DATA FOR THIS TASK section start
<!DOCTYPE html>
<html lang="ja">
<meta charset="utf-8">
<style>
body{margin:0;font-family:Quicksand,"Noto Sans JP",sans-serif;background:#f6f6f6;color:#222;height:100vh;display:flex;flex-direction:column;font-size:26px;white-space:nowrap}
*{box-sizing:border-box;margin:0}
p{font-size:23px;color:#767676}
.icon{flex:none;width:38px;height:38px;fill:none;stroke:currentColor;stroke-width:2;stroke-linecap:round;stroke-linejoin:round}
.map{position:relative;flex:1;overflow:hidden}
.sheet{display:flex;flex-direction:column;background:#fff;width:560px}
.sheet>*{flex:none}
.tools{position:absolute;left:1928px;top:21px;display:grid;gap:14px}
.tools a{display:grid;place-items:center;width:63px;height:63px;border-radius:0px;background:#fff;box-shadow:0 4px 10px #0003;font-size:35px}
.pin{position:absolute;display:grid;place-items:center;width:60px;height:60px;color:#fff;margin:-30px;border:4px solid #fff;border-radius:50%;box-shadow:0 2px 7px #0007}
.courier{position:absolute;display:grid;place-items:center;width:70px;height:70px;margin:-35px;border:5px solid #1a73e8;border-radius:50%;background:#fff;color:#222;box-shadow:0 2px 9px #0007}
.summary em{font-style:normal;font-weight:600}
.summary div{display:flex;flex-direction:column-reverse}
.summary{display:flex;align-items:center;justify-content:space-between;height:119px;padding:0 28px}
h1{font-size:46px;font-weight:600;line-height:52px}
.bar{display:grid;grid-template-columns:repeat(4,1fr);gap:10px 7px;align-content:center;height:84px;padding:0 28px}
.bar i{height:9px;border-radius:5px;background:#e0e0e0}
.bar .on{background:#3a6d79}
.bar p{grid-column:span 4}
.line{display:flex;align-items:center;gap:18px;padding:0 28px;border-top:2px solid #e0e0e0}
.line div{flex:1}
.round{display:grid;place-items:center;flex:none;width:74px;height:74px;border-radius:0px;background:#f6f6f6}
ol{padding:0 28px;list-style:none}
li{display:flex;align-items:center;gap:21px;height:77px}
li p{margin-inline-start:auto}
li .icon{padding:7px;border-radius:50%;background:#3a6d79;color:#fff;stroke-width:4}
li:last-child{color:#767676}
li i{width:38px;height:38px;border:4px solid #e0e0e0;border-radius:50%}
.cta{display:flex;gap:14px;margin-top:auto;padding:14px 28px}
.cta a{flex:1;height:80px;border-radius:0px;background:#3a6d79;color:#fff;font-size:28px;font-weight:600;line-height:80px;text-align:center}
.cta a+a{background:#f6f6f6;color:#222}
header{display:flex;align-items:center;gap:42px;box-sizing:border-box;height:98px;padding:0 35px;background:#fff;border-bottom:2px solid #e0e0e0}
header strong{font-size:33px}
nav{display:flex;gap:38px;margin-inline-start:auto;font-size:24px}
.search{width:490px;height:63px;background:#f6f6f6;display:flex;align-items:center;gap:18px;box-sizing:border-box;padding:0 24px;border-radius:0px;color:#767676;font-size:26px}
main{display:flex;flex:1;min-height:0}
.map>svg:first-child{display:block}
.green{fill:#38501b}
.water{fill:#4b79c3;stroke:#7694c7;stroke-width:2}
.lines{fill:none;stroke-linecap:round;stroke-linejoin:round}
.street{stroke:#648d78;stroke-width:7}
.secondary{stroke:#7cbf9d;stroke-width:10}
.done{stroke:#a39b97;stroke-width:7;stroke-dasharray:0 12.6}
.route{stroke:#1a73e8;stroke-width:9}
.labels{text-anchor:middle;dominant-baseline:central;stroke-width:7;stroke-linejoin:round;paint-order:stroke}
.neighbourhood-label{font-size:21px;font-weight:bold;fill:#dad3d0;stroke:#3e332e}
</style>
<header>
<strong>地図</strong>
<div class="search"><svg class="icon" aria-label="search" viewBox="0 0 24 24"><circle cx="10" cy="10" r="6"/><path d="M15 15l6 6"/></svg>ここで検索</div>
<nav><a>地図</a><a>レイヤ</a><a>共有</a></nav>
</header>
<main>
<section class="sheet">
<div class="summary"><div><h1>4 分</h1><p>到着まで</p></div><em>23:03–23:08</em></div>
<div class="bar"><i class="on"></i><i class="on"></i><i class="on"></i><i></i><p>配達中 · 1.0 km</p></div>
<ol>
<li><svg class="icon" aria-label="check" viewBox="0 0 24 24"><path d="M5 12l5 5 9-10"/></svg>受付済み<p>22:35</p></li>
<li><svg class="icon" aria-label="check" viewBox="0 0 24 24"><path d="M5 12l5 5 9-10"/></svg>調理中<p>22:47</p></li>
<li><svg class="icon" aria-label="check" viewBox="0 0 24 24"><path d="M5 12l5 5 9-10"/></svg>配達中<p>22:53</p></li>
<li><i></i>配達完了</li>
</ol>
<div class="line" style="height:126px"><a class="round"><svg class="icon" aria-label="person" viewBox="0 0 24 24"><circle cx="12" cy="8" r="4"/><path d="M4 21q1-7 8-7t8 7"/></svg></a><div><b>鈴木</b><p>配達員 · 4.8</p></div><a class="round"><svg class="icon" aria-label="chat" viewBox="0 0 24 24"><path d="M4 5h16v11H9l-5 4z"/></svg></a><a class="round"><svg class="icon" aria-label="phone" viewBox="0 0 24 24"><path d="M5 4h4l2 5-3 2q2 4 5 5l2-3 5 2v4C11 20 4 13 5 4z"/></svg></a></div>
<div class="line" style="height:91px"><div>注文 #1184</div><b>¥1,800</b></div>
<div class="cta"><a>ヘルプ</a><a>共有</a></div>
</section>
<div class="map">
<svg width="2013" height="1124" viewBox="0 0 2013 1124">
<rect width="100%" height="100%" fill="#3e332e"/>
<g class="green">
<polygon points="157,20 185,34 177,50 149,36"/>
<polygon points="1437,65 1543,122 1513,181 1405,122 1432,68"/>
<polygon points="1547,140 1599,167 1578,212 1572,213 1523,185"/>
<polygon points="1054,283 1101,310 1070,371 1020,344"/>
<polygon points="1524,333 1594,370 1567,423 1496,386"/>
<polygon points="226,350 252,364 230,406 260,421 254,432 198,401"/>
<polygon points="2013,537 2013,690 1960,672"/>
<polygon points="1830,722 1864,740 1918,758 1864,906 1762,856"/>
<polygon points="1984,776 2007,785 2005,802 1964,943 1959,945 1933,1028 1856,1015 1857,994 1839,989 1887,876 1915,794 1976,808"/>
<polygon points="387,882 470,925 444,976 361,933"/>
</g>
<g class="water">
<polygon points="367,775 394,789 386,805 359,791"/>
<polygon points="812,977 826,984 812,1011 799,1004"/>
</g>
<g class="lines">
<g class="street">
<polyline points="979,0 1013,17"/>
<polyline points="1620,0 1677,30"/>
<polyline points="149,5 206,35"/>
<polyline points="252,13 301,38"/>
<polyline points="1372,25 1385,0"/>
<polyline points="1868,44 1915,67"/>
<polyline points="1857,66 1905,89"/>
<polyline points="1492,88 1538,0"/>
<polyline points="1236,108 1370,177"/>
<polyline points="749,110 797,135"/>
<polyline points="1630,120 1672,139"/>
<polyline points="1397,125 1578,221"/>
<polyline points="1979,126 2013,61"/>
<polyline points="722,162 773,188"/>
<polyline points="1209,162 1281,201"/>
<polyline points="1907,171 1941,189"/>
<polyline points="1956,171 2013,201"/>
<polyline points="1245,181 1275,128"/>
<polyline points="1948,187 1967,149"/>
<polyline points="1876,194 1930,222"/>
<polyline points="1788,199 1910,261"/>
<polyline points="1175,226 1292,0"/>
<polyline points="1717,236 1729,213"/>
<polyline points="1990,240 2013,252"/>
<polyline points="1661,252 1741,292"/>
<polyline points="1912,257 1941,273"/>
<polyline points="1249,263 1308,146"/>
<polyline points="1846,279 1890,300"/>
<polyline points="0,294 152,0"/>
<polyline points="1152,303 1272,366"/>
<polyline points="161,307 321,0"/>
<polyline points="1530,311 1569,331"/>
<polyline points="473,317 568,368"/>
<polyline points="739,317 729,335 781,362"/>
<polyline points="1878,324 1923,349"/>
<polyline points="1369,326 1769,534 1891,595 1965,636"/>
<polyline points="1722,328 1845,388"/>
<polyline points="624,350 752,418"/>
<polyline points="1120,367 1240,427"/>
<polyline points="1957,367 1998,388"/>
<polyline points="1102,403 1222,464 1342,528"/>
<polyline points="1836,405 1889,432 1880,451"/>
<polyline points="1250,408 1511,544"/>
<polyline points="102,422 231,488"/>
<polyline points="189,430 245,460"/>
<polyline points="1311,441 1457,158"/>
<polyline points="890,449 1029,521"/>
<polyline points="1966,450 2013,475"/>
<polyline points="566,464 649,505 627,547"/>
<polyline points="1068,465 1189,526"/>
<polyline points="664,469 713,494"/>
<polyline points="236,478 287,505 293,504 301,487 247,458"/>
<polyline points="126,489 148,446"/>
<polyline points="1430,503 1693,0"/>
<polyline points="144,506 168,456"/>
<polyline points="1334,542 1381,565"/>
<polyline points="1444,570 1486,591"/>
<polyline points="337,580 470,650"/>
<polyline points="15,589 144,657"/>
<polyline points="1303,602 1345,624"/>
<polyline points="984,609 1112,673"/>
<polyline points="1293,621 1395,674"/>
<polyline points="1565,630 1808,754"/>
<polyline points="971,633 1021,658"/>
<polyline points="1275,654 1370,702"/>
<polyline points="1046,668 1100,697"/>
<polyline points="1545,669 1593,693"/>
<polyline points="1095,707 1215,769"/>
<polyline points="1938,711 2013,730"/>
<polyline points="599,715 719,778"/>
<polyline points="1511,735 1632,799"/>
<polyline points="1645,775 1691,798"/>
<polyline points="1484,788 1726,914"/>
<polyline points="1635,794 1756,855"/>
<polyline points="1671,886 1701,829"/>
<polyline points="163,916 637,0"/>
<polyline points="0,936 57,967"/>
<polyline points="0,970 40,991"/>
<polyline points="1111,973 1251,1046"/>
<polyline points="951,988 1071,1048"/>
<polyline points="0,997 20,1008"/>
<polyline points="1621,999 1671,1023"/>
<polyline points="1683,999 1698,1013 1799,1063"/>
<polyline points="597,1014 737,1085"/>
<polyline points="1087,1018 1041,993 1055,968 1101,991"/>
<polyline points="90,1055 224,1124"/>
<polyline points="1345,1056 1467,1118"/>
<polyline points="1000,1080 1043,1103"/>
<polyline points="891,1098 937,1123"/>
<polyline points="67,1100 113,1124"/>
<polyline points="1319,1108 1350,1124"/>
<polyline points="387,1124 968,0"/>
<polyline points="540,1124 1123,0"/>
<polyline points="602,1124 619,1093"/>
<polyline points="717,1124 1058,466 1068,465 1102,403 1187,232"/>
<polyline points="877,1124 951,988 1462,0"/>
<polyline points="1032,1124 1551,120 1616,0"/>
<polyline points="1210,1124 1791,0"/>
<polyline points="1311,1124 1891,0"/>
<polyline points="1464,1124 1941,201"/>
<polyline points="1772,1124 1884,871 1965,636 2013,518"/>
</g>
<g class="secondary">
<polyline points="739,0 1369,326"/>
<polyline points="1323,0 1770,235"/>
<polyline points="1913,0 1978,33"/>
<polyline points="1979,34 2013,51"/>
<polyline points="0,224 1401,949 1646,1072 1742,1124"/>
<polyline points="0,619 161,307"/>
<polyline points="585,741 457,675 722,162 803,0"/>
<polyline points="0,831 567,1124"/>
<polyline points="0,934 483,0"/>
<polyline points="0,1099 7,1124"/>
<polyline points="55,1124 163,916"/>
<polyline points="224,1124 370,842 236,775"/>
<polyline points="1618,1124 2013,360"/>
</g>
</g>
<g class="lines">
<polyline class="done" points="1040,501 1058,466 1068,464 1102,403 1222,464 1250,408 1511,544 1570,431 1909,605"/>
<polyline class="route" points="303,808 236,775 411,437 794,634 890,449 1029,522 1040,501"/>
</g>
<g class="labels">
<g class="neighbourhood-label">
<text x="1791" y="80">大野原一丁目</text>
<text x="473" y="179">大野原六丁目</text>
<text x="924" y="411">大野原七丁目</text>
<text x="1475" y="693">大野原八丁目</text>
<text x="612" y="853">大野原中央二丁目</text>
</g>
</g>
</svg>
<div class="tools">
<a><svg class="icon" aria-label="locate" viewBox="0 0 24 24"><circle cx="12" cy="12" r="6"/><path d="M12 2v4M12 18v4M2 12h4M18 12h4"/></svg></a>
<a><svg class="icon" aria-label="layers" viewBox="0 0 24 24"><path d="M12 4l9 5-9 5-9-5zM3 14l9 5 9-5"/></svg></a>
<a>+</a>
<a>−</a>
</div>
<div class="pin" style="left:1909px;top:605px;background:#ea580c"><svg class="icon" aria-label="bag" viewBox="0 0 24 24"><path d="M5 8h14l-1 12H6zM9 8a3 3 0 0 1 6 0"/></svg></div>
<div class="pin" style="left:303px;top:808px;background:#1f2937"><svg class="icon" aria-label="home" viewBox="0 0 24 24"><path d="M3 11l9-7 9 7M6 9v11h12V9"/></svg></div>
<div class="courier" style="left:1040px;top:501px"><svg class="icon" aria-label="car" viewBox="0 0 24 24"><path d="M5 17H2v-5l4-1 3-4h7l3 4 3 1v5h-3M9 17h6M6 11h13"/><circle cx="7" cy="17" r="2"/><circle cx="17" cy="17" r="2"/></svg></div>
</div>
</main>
DATA FOR THIS TASK section end
WHAT YOU HAVE TO DO: Each line of the entries that contains the word "summary" should be listed.

TASK SOLUTION:
.summary em{font-style:normal;font-weight:600}
.summary div{display:flex;flex-direction:column-reverse}
.summary{display:flex;align-items:center;justify-content:space-between;height:119px;padding:0 28px}
<div class="summary"><div><h1>4 分</h1><p>到着まで</p></div><em>23:03–23:08</em></div>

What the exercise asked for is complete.